## [Input data]
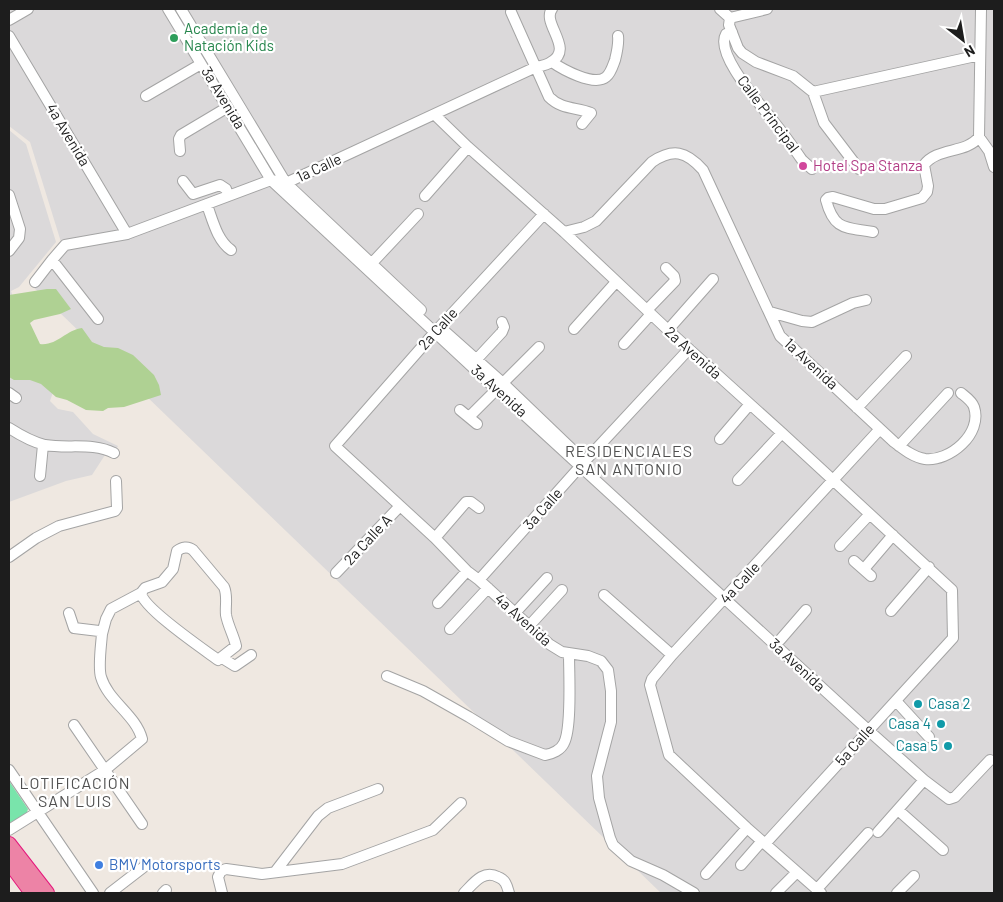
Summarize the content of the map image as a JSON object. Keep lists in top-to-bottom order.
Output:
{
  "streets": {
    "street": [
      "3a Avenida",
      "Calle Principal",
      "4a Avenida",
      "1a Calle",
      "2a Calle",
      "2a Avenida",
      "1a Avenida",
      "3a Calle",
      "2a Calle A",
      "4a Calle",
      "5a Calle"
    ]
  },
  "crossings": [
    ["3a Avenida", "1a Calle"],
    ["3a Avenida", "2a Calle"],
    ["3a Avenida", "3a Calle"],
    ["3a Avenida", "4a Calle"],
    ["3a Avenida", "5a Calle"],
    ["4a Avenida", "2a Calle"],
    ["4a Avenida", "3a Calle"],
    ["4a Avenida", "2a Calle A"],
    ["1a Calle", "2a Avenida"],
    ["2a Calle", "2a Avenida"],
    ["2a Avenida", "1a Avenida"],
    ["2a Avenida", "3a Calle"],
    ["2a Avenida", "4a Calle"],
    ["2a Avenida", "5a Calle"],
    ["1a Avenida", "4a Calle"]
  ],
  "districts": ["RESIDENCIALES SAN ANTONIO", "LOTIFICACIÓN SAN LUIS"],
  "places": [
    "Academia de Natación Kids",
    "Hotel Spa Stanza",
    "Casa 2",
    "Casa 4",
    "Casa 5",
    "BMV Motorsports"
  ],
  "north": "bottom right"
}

## [Task brief]
Wherever the string "bottom" shows up in a line of the records, count that line once. Report the total alone.

## [Output of the task]
2